(Dataset entries)
[Start of section]
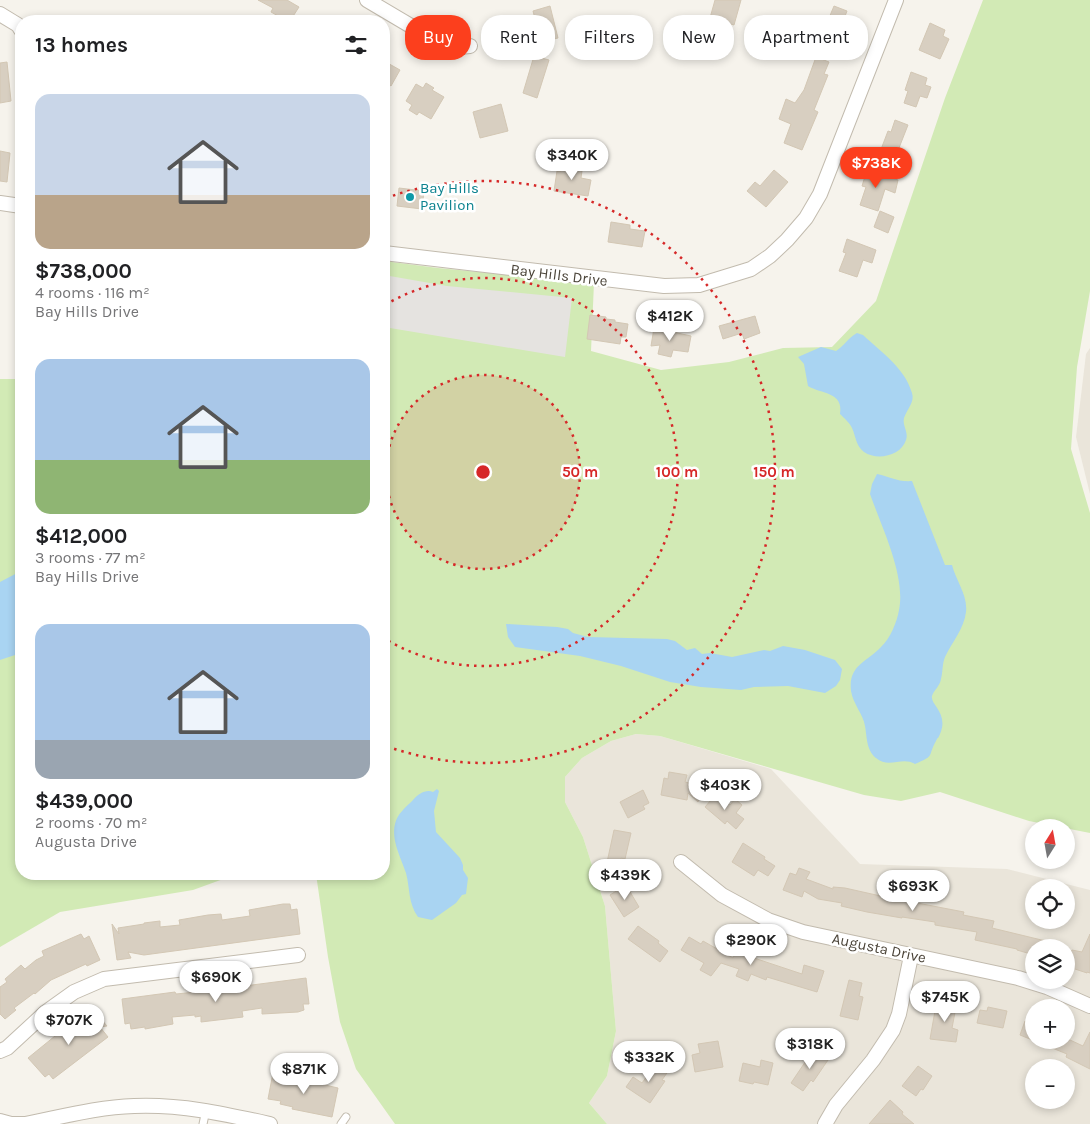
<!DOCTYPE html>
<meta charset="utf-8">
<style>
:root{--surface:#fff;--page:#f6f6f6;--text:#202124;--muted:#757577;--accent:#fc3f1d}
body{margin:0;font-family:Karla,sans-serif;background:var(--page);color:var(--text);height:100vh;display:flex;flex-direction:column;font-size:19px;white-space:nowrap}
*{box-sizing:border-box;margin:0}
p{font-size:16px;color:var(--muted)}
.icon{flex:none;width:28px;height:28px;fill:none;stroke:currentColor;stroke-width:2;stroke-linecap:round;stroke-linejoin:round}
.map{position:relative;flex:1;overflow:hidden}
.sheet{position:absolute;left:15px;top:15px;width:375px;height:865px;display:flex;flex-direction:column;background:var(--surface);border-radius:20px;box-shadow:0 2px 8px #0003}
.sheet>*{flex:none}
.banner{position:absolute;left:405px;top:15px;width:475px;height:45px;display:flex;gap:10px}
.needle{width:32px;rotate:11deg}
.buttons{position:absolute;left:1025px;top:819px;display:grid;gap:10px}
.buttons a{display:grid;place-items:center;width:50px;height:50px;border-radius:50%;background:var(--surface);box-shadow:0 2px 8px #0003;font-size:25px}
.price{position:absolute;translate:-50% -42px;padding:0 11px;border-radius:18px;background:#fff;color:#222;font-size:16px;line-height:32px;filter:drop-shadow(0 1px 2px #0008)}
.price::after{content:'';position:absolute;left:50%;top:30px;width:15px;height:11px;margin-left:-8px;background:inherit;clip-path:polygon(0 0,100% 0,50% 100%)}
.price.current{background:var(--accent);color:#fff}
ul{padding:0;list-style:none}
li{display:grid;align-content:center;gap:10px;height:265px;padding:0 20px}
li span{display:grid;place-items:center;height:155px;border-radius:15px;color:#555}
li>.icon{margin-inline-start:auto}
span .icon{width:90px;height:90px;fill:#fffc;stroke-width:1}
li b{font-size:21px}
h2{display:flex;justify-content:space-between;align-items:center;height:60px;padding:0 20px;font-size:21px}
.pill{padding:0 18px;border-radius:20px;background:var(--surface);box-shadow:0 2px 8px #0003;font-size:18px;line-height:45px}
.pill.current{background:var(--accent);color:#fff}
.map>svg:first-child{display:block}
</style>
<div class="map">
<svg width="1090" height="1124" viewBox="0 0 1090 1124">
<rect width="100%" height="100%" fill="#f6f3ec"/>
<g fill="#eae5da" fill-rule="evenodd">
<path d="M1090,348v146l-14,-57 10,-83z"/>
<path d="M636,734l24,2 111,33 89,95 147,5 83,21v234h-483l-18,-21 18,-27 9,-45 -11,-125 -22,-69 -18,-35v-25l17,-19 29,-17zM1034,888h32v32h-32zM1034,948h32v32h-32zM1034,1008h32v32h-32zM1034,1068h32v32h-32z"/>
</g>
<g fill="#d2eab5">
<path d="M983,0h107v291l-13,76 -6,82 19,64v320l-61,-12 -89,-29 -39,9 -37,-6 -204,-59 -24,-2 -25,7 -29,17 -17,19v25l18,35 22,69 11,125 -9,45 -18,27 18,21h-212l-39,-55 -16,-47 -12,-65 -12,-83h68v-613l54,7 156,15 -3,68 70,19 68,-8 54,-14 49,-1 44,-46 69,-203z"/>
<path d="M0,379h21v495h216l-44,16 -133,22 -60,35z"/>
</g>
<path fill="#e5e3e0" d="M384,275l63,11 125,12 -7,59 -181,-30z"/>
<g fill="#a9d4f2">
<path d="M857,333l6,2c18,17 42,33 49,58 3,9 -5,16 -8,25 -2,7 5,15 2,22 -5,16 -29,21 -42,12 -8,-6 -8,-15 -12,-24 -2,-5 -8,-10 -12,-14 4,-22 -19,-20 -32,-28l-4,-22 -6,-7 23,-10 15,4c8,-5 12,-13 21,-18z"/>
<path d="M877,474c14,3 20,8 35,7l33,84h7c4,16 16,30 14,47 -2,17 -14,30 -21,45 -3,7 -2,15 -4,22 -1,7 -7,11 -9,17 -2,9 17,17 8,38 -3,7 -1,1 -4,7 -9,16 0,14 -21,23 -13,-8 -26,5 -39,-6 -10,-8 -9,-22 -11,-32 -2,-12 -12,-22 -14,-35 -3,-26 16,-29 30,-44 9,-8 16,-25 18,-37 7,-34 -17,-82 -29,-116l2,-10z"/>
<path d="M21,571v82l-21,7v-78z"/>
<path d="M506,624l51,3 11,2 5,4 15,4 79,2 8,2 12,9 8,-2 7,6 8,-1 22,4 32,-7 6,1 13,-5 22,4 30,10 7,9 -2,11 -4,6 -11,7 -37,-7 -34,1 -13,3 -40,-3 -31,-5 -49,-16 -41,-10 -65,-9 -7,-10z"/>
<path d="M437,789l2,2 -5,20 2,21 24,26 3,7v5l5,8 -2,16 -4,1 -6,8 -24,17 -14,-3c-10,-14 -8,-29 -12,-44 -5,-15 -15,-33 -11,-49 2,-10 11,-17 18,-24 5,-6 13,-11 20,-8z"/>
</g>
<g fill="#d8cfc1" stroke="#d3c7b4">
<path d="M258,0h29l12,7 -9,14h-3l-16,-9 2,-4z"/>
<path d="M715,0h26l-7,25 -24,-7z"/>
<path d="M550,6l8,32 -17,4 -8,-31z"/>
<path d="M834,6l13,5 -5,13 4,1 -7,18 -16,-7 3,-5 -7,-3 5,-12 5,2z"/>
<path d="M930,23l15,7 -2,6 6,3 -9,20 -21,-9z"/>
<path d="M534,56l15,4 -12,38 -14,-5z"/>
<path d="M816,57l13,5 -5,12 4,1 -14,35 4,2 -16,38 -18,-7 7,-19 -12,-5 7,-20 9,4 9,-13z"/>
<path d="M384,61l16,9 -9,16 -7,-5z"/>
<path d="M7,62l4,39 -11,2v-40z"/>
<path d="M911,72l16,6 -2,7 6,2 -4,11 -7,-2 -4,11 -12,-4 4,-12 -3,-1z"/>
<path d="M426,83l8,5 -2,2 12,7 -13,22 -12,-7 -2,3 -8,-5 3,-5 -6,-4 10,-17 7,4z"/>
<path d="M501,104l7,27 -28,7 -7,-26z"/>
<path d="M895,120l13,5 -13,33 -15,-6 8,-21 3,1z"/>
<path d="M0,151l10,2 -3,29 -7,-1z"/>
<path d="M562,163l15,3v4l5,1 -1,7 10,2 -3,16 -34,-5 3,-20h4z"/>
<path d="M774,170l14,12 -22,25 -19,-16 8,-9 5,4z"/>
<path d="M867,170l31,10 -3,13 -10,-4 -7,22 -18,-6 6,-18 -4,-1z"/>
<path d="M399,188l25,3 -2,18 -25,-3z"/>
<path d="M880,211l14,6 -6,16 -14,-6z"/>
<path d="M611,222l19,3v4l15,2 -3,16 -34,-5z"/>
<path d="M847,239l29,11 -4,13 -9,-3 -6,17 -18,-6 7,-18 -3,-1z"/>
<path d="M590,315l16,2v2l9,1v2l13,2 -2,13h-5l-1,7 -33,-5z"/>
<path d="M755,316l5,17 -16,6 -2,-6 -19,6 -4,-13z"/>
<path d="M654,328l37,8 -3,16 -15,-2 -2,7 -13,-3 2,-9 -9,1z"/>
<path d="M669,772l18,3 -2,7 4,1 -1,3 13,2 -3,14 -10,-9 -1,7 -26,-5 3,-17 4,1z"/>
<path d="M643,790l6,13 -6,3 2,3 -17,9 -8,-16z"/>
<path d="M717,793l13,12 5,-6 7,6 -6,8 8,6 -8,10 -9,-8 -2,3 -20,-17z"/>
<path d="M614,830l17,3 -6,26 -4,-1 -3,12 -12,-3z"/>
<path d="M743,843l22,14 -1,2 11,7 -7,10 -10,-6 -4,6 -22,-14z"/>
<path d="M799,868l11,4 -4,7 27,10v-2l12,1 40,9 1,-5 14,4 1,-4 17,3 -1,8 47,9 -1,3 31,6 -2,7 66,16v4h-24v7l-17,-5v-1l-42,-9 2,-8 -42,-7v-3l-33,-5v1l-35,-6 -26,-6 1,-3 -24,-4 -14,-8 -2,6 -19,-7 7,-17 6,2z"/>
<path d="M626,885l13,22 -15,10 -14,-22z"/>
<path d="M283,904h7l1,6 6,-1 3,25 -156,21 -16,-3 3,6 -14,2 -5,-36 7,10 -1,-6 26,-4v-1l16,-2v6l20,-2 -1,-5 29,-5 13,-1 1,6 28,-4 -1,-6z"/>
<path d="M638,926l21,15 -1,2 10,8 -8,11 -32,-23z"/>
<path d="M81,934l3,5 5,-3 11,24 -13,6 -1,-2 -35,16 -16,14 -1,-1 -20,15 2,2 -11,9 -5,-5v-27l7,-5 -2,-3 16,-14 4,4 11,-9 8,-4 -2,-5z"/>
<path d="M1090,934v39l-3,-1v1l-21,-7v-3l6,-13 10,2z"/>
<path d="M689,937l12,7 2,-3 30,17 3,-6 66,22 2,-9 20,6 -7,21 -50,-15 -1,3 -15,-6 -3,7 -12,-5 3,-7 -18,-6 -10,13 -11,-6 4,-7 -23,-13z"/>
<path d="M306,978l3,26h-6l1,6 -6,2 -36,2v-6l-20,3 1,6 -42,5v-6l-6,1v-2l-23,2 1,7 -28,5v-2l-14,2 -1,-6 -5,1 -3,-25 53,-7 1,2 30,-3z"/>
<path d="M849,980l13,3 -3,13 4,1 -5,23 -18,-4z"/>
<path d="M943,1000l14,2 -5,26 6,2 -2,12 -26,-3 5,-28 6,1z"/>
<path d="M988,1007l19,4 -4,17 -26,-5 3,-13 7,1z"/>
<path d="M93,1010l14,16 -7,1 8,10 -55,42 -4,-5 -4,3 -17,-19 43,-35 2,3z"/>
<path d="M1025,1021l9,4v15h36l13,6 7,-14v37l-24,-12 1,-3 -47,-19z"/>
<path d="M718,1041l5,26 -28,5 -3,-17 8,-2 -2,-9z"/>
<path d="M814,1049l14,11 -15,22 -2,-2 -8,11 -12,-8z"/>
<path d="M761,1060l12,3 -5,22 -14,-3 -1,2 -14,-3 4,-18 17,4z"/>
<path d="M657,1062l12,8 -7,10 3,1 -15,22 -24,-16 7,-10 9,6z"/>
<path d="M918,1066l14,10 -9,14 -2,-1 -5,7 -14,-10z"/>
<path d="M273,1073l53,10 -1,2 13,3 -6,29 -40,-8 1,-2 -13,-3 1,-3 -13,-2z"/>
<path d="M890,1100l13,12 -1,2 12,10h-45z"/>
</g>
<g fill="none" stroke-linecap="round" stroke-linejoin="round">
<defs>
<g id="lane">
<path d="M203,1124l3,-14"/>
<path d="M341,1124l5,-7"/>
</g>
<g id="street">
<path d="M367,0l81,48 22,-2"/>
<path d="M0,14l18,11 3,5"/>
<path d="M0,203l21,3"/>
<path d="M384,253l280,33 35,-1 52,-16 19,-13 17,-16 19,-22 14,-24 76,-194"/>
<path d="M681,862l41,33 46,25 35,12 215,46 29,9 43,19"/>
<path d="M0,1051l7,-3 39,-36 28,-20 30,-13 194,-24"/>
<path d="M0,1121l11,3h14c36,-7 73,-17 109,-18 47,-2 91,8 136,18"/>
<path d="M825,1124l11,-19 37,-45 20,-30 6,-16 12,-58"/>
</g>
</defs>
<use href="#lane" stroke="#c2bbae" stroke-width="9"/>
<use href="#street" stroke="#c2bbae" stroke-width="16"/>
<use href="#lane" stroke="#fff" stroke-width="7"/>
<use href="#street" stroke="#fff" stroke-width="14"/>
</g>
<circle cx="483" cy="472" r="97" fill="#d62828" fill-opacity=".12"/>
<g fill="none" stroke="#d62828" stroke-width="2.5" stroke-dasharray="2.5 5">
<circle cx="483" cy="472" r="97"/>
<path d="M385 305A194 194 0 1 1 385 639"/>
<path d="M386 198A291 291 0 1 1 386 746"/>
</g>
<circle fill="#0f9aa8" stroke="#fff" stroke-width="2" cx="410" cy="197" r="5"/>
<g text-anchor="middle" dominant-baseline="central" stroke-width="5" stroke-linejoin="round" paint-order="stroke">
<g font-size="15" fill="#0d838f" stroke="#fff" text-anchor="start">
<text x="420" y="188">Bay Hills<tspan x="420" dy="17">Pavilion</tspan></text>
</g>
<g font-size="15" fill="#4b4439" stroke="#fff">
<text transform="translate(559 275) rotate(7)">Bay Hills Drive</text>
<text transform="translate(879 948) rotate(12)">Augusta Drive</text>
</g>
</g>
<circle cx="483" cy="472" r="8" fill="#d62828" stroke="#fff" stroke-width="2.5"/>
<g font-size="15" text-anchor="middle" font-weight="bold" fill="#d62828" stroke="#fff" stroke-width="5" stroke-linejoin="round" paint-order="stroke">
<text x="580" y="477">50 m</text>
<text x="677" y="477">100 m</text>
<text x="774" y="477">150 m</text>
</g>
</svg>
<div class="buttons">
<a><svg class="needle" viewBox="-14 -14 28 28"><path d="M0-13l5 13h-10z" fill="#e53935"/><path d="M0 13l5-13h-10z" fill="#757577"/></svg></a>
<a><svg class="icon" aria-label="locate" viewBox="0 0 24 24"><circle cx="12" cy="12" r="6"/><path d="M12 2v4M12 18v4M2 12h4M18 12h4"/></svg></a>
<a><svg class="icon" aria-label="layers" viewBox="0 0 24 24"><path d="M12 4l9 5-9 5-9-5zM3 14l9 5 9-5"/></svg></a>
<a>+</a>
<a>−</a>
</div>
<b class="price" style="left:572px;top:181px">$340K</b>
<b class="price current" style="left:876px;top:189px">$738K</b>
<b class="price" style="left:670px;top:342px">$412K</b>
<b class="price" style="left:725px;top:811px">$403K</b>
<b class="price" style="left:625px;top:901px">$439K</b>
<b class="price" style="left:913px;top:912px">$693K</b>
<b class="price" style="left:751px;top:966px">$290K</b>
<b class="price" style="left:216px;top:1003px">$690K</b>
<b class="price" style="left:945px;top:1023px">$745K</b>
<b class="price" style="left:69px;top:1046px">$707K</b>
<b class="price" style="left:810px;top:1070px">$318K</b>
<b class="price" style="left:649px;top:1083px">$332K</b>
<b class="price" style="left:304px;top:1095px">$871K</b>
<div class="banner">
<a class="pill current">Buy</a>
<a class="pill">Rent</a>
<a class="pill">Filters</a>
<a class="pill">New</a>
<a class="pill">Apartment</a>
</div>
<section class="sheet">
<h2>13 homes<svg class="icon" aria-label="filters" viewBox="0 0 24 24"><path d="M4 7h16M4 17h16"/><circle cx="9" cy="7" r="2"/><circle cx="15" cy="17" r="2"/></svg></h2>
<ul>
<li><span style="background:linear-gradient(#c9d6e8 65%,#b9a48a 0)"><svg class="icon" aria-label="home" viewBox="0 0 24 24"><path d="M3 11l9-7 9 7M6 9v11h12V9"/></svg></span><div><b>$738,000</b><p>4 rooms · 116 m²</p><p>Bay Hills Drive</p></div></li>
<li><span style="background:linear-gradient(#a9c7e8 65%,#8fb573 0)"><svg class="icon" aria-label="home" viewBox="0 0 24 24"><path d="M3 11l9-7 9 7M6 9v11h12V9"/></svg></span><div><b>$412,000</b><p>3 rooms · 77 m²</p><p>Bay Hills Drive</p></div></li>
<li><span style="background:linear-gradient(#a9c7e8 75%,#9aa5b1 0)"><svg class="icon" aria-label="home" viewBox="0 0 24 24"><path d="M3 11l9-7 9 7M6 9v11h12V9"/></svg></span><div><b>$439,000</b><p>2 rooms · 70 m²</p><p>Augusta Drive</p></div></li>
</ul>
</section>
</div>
[End of section]
Exercise aim: Scan the records above for the word "direction". Show each line in which it appears.

Written reply:
body{margin:0;font-family:Karla,sans-serif;background:var(--page);color:var(--text);height:100vh;display:flex;flex-direction:column;font-size:19px;white-space:nowrap}
.sheet{position:absolute;left:15px;top:15px;width:375px;height:865px;display:flex;flex-direction:column;background:var(--surface);border-radius:20px;box-shadow:0 2px 8px #0003}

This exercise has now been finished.